An element of the coding including Categorisation. Categorisation is an element of Discourse Analysis often used within Journalism and Communication research. Categories were made by considering Potter and Wetherell [38] as a method of analysis of discursive construct and understanding content. In this instance, the method was used to analyse the overarching sentiment of the post, opening opportunity for more in-depth review. Categories were developed initially by data immersion and consideration of the ‘sentiment’ of the post. Categories were developed, proposed to the research team and discussed. Final categories were agreed as ‘Education’, ‘Birth Positivity’, ‘Birth Story’, ‘Advertisement’ and ‘Humour’ (Table 1). To ensure validity and reduce the subjectiveness, the categories were included in the intercoder reliability test.

Table 1 Examples posts within each category

Intercoder reliability was ensured by one researcher separately coding 5% of posts (n = 60), randomly selected using an online random number generator. In line with Miles and Huberman [39], an acceptable level of agreement was assumed as 80%. Researchers discussed any significant discrepancies between the posts, and the primary researcher’s coding was used where codes were not agreed. Table 6 outlines the findings.

Data analysis

Data were analysed using content analysis and simple nominal descriptive statistics to enable comparison of the four countries (Tables 2, 3 and 4).

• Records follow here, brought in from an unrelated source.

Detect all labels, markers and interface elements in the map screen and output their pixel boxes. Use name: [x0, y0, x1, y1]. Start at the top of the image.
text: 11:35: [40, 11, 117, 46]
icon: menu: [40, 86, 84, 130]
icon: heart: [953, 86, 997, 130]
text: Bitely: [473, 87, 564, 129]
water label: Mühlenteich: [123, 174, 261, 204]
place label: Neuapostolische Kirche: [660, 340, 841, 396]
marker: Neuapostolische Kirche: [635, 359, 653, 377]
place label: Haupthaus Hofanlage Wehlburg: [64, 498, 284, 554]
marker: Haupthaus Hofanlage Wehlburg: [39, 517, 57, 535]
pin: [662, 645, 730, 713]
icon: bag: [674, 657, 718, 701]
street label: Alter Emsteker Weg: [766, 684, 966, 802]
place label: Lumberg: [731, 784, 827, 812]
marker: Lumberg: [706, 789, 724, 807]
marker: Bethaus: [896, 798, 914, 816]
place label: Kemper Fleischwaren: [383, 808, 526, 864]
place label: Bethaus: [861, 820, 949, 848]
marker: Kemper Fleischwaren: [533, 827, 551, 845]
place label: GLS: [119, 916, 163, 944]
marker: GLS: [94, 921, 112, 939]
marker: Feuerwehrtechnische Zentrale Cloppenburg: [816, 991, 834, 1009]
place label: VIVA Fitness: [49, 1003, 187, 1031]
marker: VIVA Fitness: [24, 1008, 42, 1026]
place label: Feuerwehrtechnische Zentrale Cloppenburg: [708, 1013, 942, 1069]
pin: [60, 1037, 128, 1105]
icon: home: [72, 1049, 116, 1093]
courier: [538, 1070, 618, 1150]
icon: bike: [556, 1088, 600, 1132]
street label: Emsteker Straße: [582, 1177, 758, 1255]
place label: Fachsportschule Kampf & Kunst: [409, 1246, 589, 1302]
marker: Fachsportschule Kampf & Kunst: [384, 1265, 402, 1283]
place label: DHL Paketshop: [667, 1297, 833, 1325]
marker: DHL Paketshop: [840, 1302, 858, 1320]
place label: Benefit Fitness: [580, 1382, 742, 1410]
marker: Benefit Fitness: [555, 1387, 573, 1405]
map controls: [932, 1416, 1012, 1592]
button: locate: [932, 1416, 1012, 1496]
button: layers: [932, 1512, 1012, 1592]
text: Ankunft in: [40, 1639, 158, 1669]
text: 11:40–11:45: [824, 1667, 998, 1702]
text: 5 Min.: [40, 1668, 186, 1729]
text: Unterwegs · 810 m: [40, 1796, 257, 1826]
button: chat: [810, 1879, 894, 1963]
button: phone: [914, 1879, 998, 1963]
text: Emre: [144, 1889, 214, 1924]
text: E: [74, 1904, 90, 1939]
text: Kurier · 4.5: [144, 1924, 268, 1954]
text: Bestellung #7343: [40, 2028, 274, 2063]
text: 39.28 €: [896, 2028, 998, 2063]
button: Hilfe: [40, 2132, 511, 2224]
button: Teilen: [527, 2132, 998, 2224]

Descriptive statistics involves the presentation and organisation of numerical and graphical data [40]. A sub-analysis focussed specifically on the photographic representation of labour and birth in light of increasing fear of birth. This included reviewing posts in the context of the online NHS Birth Plan [36], which proposes considerations that a woman should make prior to birth.

Results

Five midwifery accounts from each country (UK, Australia, New Zealand and the USA) were identified (Table 2). A total of 918 posts related to birth were identified from the 20 midwives, including 1218 images or videos. Instagram posts consist of at least 1 image or video with a text caption. Some posts contain multiple images or videos, with a maximum of ten per post.

Midwifery demographics

Midwives from the USA had the most followers (n = 130,836) and post numbers (n = 1731) on average (Table 2). The majority of midwives found through the search strategy were of white ethnicity (90%). One midwife from the UK and one midwife from the USA were from other ethnic groups.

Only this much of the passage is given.